▶ [Exercise details]:
Your task is to copy all of the data exactly.

▶ [Dataset entries]:
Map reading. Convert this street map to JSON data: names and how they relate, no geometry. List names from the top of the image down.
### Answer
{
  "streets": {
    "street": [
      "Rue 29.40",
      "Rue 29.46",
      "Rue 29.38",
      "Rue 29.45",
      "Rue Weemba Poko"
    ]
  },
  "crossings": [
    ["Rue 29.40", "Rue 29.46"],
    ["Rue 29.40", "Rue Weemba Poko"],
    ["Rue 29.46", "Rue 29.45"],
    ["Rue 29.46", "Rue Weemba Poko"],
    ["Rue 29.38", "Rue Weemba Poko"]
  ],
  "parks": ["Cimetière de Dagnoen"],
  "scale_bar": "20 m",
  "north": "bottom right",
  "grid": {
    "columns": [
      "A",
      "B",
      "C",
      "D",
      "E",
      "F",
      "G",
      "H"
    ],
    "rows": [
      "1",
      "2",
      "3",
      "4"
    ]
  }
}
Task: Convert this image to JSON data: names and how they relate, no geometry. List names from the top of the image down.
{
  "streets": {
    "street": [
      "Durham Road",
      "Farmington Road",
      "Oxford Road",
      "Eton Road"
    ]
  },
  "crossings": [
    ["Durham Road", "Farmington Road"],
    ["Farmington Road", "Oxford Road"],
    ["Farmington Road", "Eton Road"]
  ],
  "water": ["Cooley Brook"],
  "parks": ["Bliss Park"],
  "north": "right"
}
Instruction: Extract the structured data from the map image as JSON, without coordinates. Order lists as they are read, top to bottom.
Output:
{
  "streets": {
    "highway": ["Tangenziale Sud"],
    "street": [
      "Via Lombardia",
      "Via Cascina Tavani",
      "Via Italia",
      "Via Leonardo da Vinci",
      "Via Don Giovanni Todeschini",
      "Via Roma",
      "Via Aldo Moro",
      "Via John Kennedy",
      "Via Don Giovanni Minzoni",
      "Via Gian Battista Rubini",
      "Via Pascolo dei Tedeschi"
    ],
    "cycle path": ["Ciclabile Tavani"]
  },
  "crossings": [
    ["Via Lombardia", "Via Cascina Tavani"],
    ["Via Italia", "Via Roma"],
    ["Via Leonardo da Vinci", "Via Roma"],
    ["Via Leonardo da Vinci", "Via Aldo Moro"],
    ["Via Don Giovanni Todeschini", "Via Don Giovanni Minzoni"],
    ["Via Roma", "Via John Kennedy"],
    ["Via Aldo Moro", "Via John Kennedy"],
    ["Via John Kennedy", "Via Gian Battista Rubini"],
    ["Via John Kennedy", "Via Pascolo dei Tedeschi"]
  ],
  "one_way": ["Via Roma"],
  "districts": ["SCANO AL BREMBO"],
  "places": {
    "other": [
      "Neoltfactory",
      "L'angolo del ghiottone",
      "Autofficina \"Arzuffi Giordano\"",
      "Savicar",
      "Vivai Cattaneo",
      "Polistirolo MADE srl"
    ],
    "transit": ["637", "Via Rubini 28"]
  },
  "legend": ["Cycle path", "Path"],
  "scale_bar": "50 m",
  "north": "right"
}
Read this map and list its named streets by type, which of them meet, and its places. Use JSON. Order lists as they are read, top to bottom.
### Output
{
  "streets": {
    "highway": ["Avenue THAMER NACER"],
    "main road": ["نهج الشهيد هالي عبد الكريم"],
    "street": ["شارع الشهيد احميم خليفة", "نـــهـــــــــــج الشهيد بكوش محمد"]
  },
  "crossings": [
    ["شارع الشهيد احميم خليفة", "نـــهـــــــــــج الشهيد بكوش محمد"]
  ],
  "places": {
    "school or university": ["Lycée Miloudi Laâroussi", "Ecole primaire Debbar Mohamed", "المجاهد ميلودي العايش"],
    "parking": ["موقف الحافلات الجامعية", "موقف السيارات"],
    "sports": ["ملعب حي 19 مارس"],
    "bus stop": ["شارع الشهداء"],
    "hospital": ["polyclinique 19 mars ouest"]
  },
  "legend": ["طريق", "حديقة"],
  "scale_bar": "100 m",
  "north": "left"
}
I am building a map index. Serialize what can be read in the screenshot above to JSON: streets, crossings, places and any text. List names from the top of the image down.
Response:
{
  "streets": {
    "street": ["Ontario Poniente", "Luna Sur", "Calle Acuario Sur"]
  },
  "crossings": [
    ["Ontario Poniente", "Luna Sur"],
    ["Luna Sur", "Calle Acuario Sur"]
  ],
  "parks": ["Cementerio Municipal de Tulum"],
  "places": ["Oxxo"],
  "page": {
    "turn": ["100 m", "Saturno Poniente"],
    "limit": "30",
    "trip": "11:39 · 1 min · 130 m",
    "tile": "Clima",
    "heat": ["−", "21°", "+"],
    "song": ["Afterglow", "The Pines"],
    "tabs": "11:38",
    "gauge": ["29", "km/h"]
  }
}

▶ [Task answer]:
Map reading. Convert this street map to JSON data: names and how they relate, no geometry. List names from the top of the image down.
### Answer
{
  "streets": {
    "street": [
      "Rue 29.40",
      "Rue 29.46",
      "Rue 29.38",
      "Rue 29.45",
      "Rue Weemba Poko"
    ]
  },
  "crossings": [
    ["Rue 29.40", "Rue 29.46"],
    ["Rue 29.40", "Rue Weemba Poko"],
    ["Rue 29.46", "Rue 29.45"],
    ["Rue 29.46", "Rue Weemba Poko"],
    ["Rue 29.38", "Rue Weemba Poko"]
  ],
  "parks": ["Cimetière de Dagnoen"],
  "scale_bar": "20 m",
  "north": "bottom right",
  "grid": {
    "columns": [
      "A",
      "B",
      "C",
      "D",
      "E",
      "F",
      "G",
      "H"
    ],
    "rows": [
      "1",
      "2",
      "3",
      "4"
    ]
  }
}
Task: Convert this image to JSON data: names and how they relate, no geometry. List names from the top of the image down.
{
  "streets": {
    "street": [
      "Durham Road",
      "Farmington Road",
      "Oxford Road",
      "Eton Road"
    ]
  },
  "crossings": [
    ["Durham Road", "Farmington Road"],
    ["Farmington Road", "Oxford Road"],
    ["Farmington Road", "Eton Road"]
  ],
  "water": ["Cooley Brook"],
  "parks": ["Bliss Park"],
  "north": "right"
}
Instruction: Extract the structured data from the map image as JSON, without coordinates. Order lists as they are read, top to bottom.
Output:
{
  "streets": {
    "highway": ["Tangenziale Sud"],
    "street": [
      "Via Lombardia",
      "Via Cascina Tavani",
      "Via Italia",
      "Via Leonardo da Vinci",
      "Via Don Giovanni Todeschini",
      "Via Roma",
      "Via Aldo Moro",
      "Via John Kennedy",
      "Via Don Giovanni Minzoni",
      "Via Gian Battista Rubini",
      "Via Pascolo dei Tedeschi"
    ],
    "cycle path": ["Ciclabile Tavani"]
  },
  "crossings": [
    ["Via Lombardia", "Via Cascina Tavani"],
    ["Via Italia", "Via Roma"],
    ["Via Leonardo da Vinci", "Via Roma"],
    ["Via Leonardo da Vinci", "Via Aldo Moro"],
    ["Via Don Giovanni Todeschini", "Via Don Giovanni Minzoni"],
    ["Via Roma", "Via John Kennedy"],
    ["Via Aldo Moro", "Via John Kennedy"],
    ["Via John Kennedy", "Via Gian Battista Rubini"],
    ["Via John Kennedy", "Via Pascolo dei Tedeschi"]
  ],
  "one_way": ["Via Roma"],
  "districts": ["SCANO AL BREMBO"],
  "places": {
    "other": [
      "Neoltfactory",
      "L'angolo del ghiottone",
      "Autofficina \"Arzuffi Giordano\"",
      "Savicar",
      "Vivai Cattaneo",
      "Polistirolo MADE srl"
    ],
    "transit": ["637", "Via Rubini 28"]
  },
  "legend": ["Cycle path", "Path"],
  "scale_bar": "50 m",
  "north": "right"
}
Read this map and list its named streets by type, which of them meet, and its places. Use JSON. Order lists as they are read, top to bottom.
### Output
{
  "streets": {
    "highway": ["Avenue THAMER NACER"],
    "main road": ["نهج الشهيد هالي عبد الكريم"],
    "street": ["شارع الشهيد احميم خليفة", "نـــهـــــــــــج الشهيد بكوش محمد"]
  },
  "crossings": [
    ["شارع الشهيد احميم خليفة", "نـــهـــــــــــج الشهيد بكوش محمد"]
  ],
  "places": {
    "school or university": ["Lycée Miloudi Laâroussi", "Ecole primaire Debbar Mohamed", "المجاهد ميلودي العايش"],
    "parking": ["موقف الحافلات الجامعية", "موقف السيارات"],
    "sports": ["ملعب حي 19 مارس"],
    "bus stop": ["شارع الشهداء"],
    "hospital": ["polyclinique 19 mars ouest"]
  },
  "legend": ["طريق", "حديقة"],
  "scale_bar": "100 m",
  "north": "left"
}
I am building a map index. Serialize what can be read in the screenshot above to JSON: streets, crossings, places and any text. List names from the top of the image down.
Response:
{
  "streets": {
    "street": ["Ontario Poniente", "Luna Sur", "Calle Acuario Sur"]
  },
  "crossings": [
    ["Ontario Poniente", "Luna Sur"],
    ["Luna Sur", "Calle Acuario Sur"]
  ],
  "parks": ["Cementerio Municipal de Tulum"],
  "places": ["Oxxo"],
  "page": {
    "turn": ["100 m", "Saturno Poniente"],
    "limit": "30",
    "trip": "11:39 · 1 min · 130 m",
    "tile": "Clima",
    "heat": ["−", "21°", "+"],
    "song": ["Afterglow", "The Pines"],
    "tabs": "11:38",
    "gauge": ["29", "km/h"]
  }
}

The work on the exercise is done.